> _Assignment_
Please copy each line of the data that includes the string "serif".

> _Data in this exercise_
══════════

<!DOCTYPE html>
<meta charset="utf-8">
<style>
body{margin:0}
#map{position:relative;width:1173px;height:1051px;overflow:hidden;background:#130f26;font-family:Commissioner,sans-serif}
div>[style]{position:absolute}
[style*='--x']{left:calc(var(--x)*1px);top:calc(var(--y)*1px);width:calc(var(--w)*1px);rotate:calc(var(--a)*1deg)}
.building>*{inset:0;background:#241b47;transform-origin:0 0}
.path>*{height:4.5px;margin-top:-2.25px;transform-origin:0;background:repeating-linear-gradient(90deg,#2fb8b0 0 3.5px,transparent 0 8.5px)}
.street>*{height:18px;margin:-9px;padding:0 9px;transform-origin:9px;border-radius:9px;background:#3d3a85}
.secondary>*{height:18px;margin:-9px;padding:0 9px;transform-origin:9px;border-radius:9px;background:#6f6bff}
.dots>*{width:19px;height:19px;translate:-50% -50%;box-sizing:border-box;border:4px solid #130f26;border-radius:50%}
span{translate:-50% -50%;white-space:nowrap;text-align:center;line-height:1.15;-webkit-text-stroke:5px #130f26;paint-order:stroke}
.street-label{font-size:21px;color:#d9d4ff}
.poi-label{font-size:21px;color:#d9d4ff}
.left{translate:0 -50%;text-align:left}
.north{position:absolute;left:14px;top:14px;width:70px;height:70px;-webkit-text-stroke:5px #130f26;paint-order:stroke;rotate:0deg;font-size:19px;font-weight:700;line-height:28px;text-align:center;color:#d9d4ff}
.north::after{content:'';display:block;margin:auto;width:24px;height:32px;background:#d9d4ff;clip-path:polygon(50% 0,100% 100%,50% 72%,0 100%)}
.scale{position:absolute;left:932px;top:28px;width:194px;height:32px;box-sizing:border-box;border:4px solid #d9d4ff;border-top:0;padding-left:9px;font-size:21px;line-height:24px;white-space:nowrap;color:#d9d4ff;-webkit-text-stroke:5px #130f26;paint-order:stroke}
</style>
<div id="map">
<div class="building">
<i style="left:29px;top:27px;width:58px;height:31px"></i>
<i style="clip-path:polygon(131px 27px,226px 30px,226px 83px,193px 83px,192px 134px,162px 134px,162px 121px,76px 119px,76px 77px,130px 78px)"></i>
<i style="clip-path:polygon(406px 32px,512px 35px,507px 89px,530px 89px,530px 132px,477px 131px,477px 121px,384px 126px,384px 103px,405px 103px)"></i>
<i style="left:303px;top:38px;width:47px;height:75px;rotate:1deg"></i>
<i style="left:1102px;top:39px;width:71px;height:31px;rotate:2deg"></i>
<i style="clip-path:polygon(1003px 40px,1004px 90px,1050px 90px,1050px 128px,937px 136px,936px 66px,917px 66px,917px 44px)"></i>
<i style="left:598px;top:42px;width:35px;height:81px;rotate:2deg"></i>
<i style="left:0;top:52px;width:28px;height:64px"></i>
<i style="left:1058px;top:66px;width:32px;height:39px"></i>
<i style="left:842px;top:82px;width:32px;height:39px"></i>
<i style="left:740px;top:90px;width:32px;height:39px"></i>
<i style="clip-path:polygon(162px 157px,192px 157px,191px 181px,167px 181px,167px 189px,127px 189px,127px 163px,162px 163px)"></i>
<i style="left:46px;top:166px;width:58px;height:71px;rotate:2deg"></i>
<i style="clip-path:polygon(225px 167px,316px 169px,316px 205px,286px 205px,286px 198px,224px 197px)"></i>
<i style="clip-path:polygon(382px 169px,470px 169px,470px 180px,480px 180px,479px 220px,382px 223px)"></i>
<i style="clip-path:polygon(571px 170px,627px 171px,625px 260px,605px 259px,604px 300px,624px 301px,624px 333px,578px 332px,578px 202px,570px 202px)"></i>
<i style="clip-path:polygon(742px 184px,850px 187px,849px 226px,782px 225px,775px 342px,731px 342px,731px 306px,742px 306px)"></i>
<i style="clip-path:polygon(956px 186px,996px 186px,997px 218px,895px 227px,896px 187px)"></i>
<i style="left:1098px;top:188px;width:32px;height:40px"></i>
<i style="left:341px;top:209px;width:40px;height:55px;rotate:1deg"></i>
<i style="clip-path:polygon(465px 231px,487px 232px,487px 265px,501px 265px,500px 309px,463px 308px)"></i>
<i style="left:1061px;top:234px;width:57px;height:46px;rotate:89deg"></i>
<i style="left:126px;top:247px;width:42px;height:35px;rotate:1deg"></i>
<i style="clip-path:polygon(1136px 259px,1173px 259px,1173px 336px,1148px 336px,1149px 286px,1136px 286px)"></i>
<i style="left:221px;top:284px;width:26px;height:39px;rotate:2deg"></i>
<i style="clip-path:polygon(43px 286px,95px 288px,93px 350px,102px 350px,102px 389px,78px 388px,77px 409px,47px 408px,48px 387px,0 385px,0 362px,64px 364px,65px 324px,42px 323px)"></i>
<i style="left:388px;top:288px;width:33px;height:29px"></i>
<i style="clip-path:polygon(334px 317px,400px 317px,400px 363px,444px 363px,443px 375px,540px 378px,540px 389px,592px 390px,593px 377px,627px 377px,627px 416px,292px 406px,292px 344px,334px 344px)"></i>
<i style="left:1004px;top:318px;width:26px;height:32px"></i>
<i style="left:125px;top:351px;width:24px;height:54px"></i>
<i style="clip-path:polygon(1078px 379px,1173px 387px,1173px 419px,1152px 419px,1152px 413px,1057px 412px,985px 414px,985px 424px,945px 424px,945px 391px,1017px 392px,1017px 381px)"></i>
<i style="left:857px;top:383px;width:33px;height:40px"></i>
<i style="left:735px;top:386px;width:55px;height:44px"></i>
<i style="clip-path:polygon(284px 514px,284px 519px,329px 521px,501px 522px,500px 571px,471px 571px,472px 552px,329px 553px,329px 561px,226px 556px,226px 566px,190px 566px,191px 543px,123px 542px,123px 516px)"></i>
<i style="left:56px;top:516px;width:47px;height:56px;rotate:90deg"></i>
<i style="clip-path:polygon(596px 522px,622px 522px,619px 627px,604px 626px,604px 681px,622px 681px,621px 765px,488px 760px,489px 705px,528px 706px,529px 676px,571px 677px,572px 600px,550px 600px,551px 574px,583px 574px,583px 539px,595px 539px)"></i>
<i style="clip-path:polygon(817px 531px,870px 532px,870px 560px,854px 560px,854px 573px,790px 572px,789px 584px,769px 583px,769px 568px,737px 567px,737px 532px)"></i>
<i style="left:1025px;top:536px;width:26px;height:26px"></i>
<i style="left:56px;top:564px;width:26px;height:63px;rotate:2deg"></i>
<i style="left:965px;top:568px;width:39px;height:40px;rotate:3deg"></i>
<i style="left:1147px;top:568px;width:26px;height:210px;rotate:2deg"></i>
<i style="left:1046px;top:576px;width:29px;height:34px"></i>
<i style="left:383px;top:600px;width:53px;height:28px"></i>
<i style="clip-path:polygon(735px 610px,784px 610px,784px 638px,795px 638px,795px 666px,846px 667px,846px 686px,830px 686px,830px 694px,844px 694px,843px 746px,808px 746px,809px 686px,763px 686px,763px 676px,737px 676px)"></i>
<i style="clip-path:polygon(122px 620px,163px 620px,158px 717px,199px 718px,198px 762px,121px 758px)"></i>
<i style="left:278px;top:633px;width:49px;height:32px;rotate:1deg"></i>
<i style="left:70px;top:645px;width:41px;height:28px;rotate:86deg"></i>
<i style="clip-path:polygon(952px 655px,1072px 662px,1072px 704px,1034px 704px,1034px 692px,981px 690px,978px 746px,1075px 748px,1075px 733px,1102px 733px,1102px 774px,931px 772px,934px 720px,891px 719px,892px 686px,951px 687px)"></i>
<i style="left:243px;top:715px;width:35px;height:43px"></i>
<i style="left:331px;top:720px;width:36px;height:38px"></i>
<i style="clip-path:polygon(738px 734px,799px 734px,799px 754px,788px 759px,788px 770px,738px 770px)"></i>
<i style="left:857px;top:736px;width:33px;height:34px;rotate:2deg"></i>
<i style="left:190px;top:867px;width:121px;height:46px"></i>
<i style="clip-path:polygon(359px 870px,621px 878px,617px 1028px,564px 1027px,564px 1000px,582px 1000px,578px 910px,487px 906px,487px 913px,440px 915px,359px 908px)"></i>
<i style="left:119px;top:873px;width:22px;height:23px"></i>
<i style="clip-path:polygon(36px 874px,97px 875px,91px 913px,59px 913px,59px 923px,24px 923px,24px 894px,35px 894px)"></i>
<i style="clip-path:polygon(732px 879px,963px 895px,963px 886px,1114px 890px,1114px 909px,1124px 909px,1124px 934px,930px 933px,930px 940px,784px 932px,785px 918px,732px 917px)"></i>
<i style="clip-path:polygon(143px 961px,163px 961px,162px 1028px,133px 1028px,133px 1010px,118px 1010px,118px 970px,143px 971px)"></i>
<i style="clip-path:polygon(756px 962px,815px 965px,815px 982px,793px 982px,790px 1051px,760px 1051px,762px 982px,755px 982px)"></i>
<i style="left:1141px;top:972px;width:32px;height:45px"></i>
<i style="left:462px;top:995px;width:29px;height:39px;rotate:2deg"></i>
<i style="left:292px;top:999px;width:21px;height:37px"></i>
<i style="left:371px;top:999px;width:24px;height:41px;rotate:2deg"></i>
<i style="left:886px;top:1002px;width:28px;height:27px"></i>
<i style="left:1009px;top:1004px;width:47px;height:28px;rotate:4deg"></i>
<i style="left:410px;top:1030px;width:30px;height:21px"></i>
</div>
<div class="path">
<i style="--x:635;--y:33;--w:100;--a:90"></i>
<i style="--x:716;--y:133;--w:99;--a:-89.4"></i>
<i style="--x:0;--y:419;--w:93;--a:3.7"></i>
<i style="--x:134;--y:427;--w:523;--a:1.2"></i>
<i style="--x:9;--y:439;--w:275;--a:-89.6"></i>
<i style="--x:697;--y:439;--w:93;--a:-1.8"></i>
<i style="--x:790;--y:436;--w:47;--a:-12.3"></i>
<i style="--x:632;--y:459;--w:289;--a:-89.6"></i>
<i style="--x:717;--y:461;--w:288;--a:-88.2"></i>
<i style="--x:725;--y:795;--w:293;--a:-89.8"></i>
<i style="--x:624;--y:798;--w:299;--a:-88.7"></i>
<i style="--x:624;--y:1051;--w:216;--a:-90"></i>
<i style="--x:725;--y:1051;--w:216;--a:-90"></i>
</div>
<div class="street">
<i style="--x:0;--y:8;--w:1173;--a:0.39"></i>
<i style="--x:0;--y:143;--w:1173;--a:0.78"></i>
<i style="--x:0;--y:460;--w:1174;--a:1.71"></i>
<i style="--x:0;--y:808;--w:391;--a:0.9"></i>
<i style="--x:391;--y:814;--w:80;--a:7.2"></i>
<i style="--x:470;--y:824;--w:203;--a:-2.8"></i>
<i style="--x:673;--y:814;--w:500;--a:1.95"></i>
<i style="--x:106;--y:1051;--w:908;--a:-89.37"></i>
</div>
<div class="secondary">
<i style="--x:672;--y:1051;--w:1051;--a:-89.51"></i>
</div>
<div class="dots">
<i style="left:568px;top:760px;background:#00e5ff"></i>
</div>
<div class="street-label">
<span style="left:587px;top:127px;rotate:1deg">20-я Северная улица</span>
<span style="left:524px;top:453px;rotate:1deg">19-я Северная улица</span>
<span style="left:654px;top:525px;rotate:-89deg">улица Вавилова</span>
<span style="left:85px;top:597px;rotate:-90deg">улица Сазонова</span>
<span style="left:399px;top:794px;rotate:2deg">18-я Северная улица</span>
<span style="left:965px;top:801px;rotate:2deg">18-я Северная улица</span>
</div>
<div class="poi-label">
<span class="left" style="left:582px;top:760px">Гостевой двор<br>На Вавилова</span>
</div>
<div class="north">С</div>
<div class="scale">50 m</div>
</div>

══════════

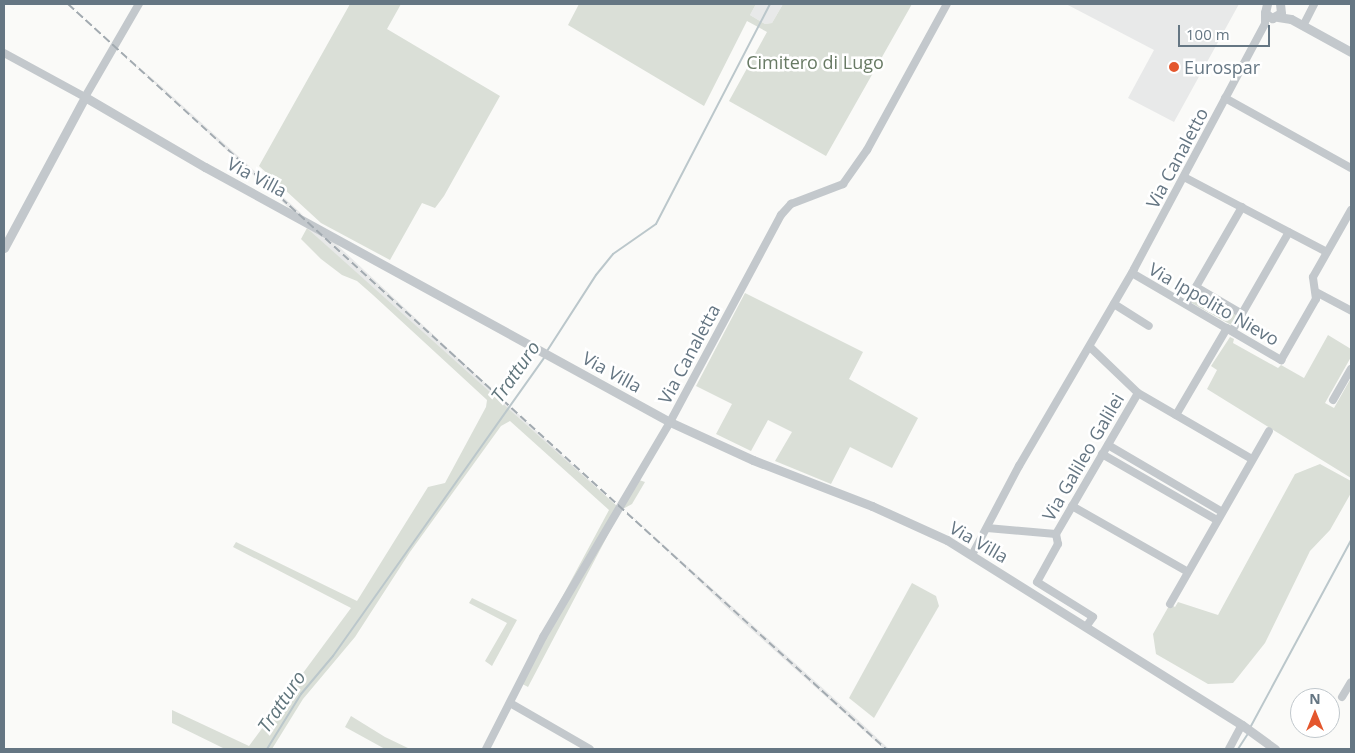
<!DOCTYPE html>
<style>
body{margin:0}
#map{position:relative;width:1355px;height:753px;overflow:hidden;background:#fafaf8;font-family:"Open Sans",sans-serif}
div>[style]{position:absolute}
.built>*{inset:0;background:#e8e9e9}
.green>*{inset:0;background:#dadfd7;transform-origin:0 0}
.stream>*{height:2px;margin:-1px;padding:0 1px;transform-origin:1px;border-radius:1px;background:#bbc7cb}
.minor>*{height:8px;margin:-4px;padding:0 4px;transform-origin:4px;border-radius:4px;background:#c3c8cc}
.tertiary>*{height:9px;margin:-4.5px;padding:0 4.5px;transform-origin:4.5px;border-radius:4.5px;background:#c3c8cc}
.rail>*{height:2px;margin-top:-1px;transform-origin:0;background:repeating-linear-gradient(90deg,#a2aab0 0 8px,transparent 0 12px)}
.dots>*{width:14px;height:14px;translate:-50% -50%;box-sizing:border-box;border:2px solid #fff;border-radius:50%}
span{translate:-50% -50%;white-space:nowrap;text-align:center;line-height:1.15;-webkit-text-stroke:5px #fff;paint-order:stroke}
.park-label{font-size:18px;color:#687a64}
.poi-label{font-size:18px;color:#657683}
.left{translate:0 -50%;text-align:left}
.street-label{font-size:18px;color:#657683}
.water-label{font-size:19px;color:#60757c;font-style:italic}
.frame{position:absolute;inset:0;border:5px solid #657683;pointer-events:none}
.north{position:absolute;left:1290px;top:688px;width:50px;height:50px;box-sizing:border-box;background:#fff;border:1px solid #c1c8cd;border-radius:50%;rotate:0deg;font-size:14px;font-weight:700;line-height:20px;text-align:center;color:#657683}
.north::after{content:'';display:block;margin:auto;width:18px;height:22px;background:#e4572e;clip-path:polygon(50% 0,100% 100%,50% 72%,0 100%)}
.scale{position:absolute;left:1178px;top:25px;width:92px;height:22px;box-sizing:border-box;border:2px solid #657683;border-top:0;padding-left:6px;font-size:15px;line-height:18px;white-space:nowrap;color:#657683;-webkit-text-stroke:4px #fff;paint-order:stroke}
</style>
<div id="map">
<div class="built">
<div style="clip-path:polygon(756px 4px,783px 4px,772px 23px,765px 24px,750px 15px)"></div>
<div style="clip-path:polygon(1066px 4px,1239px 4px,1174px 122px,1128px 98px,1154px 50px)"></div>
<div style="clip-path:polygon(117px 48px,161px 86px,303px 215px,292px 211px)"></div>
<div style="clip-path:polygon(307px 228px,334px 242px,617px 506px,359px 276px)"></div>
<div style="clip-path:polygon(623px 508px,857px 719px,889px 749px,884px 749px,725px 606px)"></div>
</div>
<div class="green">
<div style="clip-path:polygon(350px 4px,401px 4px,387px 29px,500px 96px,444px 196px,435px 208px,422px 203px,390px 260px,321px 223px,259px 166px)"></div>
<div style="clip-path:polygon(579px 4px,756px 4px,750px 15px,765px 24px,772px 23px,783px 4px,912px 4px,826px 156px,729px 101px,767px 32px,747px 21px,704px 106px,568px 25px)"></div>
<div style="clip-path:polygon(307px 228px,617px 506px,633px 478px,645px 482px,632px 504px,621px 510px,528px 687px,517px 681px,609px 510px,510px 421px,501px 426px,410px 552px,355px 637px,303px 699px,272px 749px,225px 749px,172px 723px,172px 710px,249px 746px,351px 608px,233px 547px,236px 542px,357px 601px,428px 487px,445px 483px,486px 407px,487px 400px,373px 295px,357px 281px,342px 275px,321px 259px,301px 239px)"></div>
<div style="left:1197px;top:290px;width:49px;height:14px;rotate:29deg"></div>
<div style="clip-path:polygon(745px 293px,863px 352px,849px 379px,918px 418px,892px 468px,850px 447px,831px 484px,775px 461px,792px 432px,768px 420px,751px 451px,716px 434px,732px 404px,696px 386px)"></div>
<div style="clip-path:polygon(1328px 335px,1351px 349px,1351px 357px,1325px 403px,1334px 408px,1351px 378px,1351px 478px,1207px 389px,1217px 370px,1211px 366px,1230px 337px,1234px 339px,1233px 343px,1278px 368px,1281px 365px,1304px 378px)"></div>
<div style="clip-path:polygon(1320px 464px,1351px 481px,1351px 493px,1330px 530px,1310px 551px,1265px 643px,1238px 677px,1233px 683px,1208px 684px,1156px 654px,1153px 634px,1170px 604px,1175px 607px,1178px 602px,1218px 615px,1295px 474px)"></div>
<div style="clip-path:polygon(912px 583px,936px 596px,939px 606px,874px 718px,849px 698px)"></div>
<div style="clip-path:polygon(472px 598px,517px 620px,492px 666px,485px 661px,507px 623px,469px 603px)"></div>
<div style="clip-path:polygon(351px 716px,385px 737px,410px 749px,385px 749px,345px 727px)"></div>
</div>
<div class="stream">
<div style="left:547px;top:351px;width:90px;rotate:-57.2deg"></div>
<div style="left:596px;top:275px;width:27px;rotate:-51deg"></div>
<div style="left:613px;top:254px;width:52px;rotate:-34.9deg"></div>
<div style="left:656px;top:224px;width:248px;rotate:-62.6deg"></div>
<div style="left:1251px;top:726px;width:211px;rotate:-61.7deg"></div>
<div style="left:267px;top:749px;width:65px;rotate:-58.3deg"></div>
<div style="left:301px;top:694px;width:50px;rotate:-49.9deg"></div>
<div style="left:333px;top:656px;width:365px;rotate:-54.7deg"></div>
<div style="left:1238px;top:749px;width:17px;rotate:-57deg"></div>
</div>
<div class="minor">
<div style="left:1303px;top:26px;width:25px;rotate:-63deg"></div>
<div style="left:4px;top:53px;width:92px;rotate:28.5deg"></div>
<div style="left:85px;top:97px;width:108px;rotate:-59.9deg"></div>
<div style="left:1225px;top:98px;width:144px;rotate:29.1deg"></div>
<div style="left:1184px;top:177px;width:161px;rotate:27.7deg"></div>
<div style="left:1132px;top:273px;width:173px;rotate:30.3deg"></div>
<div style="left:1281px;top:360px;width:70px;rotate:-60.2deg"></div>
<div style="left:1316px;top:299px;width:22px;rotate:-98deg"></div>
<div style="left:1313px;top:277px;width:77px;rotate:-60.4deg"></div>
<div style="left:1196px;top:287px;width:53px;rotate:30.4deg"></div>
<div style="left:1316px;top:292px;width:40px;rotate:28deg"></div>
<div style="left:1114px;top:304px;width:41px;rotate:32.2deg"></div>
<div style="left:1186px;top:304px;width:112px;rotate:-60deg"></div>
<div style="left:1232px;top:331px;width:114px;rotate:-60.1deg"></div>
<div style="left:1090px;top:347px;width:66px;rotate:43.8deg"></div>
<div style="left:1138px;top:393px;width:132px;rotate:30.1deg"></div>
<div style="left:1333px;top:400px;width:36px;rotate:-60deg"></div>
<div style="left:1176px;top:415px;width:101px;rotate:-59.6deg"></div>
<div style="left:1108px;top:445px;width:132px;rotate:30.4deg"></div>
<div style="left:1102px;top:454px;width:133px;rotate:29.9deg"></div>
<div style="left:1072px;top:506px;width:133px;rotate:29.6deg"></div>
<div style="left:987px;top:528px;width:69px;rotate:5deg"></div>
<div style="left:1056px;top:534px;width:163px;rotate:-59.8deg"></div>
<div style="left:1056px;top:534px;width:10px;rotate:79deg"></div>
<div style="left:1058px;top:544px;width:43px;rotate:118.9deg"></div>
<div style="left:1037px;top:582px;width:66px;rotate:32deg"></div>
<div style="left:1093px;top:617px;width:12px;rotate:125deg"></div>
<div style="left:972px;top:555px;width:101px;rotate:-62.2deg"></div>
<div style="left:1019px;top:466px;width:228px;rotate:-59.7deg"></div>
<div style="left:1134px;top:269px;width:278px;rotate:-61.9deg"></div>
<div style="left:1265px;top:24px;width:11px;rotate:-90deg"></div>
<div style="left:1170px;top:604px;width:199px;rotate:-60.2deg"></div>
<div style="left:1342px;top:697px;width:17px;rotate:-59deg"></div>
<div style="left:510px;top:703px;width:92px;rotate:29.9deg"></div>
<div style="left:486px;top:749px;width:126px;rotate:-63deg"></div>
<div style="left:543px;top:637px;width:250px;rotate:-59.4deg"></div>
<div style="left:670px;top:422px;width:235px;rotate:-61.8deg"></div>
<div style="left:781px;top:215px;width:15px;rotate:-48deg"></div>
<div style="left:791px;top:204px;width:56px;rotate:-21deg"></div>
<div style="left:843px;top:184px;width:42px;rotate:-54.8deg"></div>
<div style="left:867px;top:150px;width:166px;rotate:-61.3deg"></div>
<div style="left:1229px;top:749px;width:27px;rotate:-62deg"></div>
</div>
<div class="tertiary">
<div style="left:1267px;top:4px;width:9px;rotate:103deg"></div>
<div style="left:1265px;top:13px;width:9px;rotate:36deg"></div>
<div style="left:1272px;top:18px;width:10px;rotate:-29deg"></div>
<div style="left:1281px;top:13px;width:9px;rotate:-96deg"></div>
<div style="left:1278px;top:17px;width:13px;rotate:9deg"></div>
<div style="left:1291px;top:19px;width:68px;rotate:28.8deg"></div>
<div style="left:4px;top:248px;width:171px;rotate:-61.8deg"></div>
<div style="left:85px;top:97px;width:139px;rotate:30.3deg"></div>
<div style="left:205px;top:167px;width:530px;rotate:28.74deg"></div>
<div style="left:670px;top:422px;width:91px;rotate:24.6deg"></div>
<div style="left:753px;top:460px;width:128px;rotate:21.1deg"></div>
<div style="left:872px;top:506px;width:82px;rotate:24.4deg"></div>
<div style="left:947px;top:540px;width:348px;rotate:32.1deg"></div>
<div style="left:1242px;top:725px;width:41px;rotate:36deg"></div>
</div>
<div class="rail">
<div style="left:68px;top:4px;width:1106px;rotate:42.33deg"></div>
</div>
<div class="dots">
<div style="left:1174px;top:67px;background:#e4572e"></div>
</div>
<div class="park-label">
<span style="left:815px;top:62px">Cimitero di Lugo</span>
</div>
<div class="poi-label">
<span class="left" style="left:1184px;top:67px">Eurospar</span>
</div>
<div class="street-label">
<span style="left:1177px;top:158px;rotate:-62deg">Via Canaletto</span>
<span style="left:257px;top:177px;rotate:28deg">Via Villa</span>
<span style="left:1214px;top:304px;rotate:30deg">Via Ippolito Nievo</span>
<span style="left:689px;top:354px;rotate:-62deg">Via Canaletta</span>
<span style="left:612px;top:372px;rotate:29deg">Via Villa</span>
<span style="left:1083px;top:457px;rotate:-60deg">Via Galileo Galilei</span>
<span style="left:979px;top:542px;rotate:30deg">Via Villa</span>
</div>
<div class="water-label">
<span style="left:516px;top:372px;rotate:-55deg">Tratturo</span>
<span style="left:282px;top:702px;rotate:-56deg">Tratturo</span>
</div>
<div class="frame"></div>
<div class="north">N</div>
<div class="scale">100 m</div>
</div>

══════════

> _Task solution_
#map{position:relative;width:1173px;height:1051px;overflow:hidden;background:#130f26;font-family:Commissioner,sans-serif}
#map{position:relative;width:1355px;height:753px;overflow:hidden;background:#fafaf8;font-family:"Open Sans",sans-serif}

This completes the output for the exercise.